One of the most important parts--some would say *the* most important part--of any cross race is the start. The sprint is at the start and getting a good position early means passing fewer riders and having the choice of better lines, blah, blah, blah.

The UCI and USA Cycling both have rules, very clear rules, about things like the width and the length and the elevation and the surface and the arrangement of everything down the centimeter. The salient points are that the start chute should be 200 meters long and 6 meters wide. Most promoters, when they layout the course, take this into consideration and try to find the best arrangement for the start that ensure a fair and safe commencement to the race.

For the past two years at Rockburn, we have flagrantly cast these hopes aside.

There is a nice long road through the park, but unfortunately its curbed on both sides and really doesn't pass near the open areas where we want the race to go.  So instead we have had the starts in a parking lot, or as I like to think of it: The Octagon.  We would set-up a proper grid, 8 rows wide, in the back corner of the lot.  But when the gun goes off, riders would cut sideways into the lot that is actually 60-feet wide, but only 50 meters long to the sketchy hole shot that is maybe 12 feet wide.  Jim McNeely said it well,
"The prologue could have used a better start - the right hand turn off the tarmac was utter mayhem.  If you're funneling the course down from 20 rider's width to 8 wide, features that slow the pack down before the bottleneck might help avoid the wheel rubbing and rider shoving."
The first year this start ran through a long prologue loop that was muddy and downhill and out of sight.  The second year the prologue actually crossed the course (daring or dumb, you be the judge), which nearly caused wrecks in the stagger-start women and juniors race.

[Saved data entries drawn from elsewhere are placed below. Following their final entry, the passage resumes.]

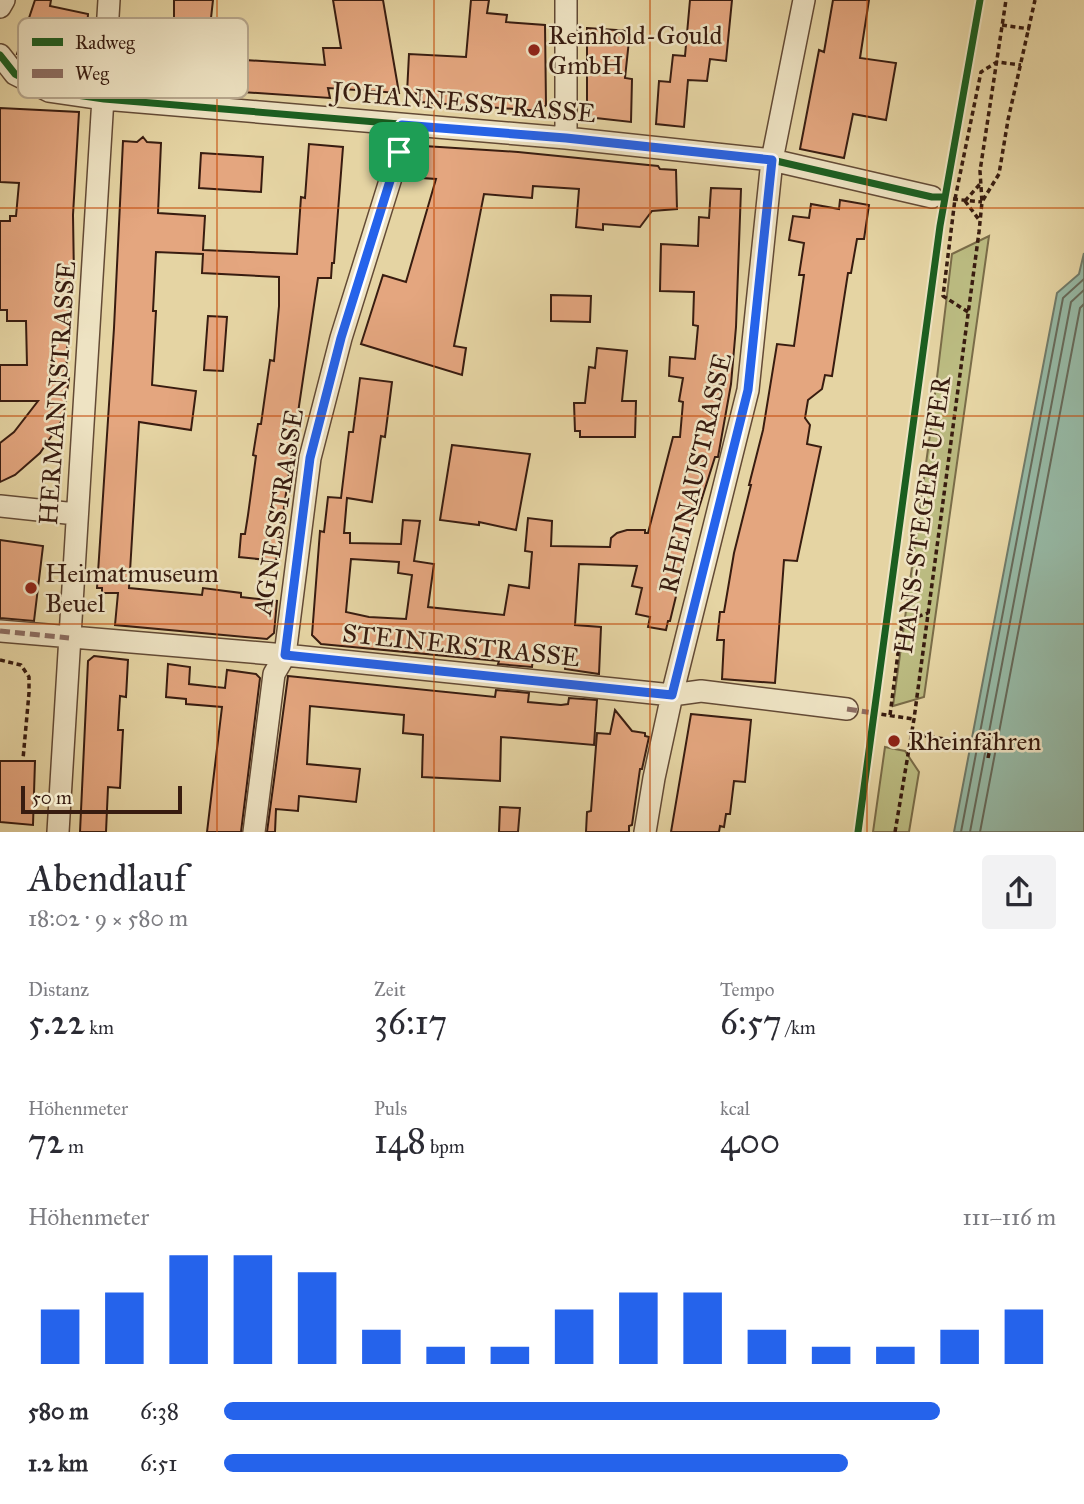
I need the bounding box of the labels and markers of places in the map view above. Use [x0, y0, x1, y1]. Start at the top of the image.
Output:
place label: Reinhold-Gould GmbH [548, 19, 723, 81]
marker: Reinhold-Gould GmbH [526, 42, 542, 58]
pin [369, 122, 429, 182]
place label: Heimatmuseum Beuel [45, 557, 219, 619]
marker: Heimatmuseum Beuel [23, 580, 39, 596]
place label: Rheinfähren [908, 725, 1041, 757]
marker: Rheinfähren [886, 733, 902, 749]

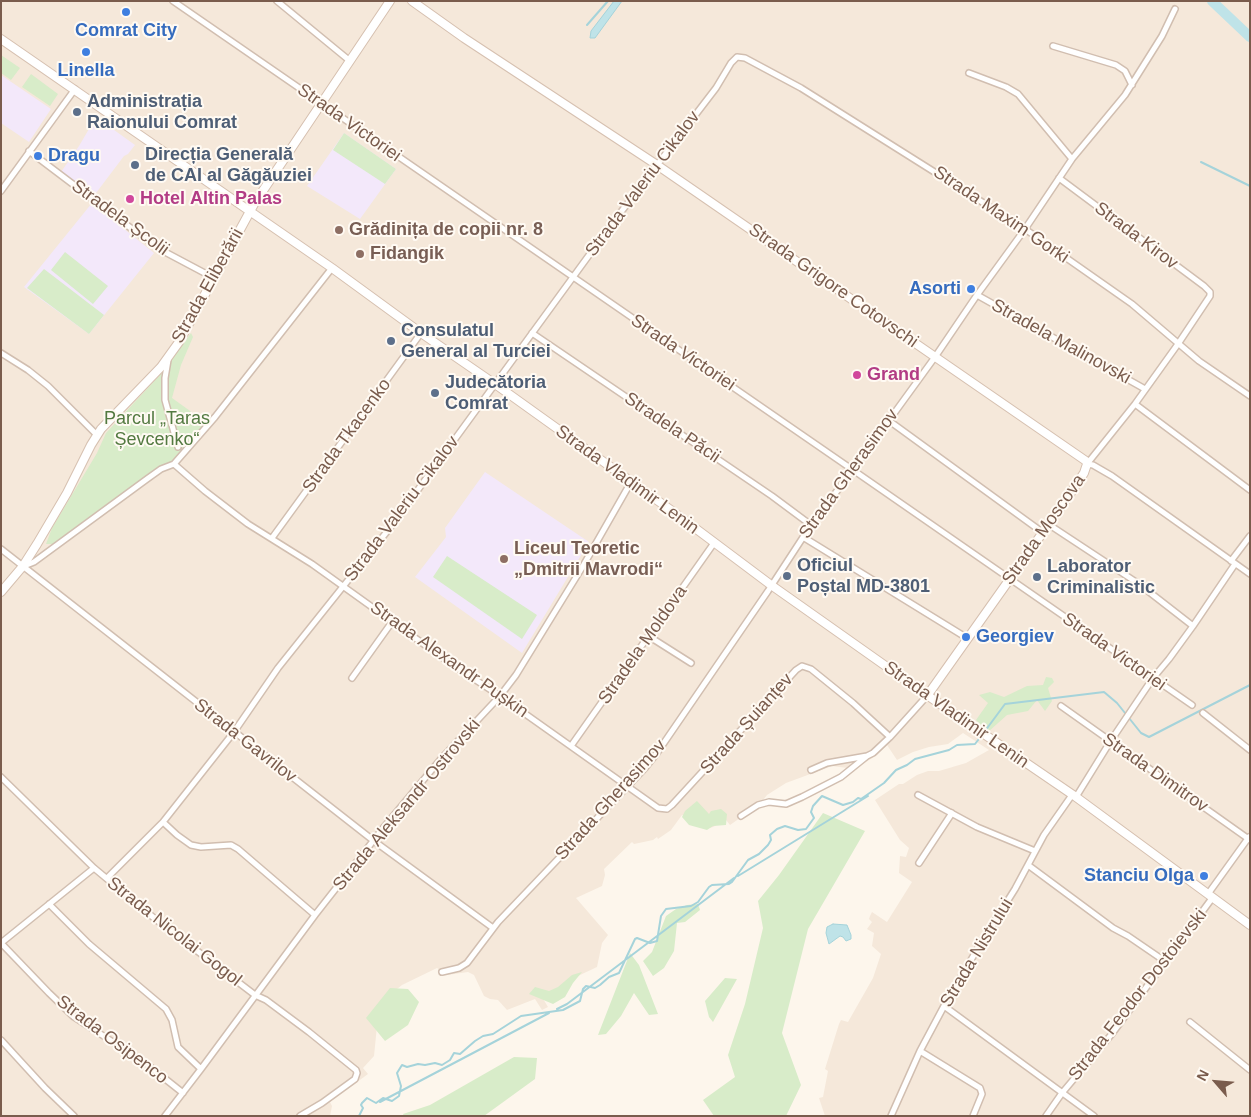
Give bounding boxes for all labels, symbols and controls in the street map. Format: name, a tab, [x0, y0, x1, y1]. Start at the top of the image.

So the start and holeshot was short, narrow, and unsatisfying.  This year, its going to be long, wide, and black.  Both Schooley Mill and Rockburn have the same problem: plenty of road, but its all curbed.  So we're building ramps, 25-30 feet wide ramps, to get over the curb for the holeshot.  The ramps will be 4-feet deep, so the slope will be very gentle, and the surface will be solid, black grip tape--better traction than dry asphalt and and way more trustworthy in wet conditions.  By doing this, we get both starts over 250 meters, regulation width (or wider), with a wide hole shot.  Schooley Mill starts flat then slopes up hill.  Rockburn starts uphill, then levels out.

Now, should you still need to uncage your pent-up UFC aggression on the course, there will still be plenty of places to hog the line around a corner, pass savagely on a power-straight, and dive-bomb an off-camber.

So if you haven't done so already, register!

1 comment:

  1. Yay! This was the only problem I've had with this race in the past. Thanks for the hard work in changing it!